Die folgenden zwei Referenten des Forums waren uns online zugeschaltet. Den ersten Vortrag hielt Dr. Christof Günther, Geschäftsführer der InfraLeuna GmbH, über den »Markthochlauf für Wasserstoff: Erfahrungen aus der Praxis«. Dr. Günther berichtete über die Aktivitäten am Chemiestandort Leuna zur Erzeugung von grünem Wasserstoff mit einer Leistung von 30 MW ab 2022 und möglicherweise bis zum Jahr 2030 in Höhe von fast 1,2 TW – ähnlich einem durchschnittlichen Atomkraftwerk – so eine Prognose. Die Frage aus dem Publikum, ob Wasser in ausreichender Menge zur Wasserstoffherstellung vorhanden sei, konnte Dr. Günther positiv beantworten, denn der Bedarf dafür liege merklich unter den Mengen, die zu DDR-Zeiten für den Kühlkreislauf der Chemieanlagen benötigt wurden. Die Frage nach der Nutzung des als Nebenprodukt anfallenden Sauerstoffs verwies Dr. Günther an das Unternehmen Linde AG als Spezialist für technische Gase, das eine Nutzung bei entsprechender Wirtschaftlichkeit sicher betrachten wird.

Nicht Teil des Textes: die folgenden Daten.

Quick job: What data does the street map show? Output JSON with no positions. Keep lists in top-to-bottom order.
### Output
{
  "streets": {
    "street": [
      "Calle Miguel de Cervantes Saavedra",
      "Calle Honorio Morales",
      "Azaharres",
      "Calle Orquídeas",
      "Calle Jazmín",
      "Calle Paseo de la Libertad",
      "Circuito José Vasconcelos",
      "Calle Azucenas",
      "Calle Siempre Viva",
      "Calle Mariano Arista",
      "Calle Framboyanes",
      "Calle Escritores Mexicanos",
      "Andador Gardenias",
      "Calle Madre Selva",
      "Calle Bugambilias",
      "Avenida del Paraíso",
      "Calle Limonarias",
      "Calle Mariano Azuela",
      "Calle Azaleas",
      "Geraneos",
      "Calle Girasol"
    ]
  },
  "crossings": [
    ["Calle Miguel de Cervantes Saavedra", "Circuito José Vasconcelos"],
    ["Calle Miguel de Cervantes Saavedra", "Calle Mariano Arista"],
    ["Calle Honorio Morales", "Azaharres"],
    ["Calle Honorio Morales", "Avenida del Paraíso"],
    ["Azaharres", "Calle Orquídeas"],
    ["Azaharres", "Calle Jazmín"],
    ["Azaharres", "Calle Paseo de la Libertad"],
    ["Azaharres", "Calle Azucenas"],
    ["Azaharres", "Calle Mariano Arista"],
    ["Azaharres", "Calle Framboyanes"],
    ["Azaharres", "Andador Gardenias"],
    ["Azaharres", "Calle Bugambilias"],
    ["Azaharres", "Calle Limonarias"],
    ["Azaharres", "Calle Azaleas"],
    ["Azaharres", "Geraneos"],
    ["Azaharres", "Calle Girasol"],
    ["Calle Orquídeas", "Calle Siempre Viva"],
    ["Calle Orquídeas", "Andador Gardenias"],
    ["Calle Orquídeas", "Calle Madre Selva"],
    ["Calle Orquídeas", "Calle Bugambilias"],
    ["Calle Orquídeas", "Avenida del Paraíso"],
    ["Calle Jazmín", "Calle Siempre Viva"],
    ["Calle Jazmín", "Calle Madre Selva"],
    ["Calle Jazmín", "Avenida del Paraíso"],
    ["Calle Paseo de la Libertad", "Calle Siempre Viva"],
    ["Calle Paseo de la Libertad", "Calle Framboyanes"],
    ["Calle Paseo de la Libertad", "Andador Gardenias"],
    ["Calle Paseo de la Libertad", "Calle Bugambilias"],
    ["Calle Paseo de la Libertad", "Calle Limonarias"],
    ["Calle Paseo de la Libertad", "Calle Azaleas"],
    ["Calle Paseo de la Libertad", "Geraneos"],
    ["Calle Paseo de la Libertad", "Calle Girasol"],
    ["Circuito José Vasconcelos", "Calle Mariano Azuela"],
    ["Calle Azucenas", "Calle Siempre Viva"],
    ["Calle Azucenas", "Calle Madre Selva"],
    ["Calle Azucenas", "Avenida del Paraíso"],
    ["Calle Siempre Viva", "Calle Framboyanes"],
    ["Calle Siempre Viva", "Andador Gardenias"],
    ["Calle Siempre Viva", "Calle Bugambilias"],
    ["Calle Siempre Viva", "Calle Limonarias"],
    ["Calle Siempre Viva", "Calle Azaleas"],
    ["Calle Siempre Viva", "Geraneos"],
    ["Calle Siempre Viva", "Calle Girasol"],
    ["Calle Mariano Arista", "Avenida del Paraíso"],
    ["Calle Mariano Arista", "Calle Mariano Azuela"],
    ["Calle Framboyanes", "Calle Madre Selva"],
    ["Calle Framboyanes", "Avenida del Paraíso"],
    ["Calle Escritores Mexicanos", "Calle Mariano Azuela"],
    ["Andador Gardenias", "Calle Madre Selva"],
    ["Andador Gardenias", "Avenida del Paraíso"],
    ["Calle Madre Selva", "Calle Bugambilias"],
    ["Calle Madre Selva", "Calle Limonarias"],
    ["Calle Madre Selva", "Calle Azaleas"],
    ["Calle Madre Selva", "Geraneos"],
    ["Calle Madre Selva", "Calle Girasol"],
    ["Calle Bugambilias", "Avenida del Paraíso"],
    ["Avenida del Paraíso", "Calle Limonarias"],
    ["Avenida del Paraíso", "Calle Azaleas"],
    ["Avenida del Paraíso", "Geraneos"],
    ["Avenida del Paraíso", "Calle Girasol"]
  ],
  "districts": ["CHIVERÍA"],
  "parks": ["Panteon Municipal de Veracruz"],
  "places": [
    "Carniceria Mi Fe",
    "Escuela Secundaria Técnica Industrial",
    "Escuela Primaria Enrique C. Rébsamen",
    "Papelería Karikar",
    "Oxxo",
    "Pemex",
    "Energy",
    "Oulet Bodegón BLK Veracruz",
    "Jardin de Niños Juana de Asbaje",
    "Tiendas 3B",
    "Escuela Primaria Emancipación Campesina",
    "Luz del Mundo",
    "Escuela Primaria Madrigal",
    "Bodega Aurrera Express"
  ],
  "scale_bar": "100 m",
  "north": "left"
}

Mit dem zweiten Online-Vortrag setzte Dr. Torsten Birth, Wissenschaftler am Fraunhofer IFF, über eine »Wasserstofffabrik der Zukunft – Herausforderungen Mobiler Modularer Systeme« fort. Wie der Titel des Vortrags schon sagt, konzentriert sich Dr. Birth mit seinem Team beim Fraun¬hofer IFF auf die Konzipierung von flexiblen modularen Anlagen, genau zugeschnitten auf den jeweiligen Bedarf und die Möglichkeiten der Nutzung anliegender erneuerbarer Energien inkl. der Einbindung in die vorhandene oder mögliche Infrastruktur des jeweiligen Standortes. Dies stellte er anhand von aktuellen Projekten vor. Am Ende stellt sich das Team des Fraunhofer IFF auch die Frage, inwieweit sich solche flexiblen Anlagen an einem anderen Standort verlegen lassen inkl. aller Fragen der Betriebssicherheit, Genehmigungsprozedere u. v. m. In Zukunft wird es darum gehen, wo solche Anlagen überhaupt technisch und wirtschaftlich denkbar sind. Hier arbeitet man an einer Plattform H2digital, die Unternehmen bei der Beantwortung helfen soll, erste Einschätzungen zur Nutzbarkeit solche Anlagen treffen zu können. Herr Dr. Birth motivierte das Publikum, das Thema aufmerksam zu verfolgen, denn hier werde gerade viel auf den Weg gebracht von der Normung bis zur Planung und Umsetzung.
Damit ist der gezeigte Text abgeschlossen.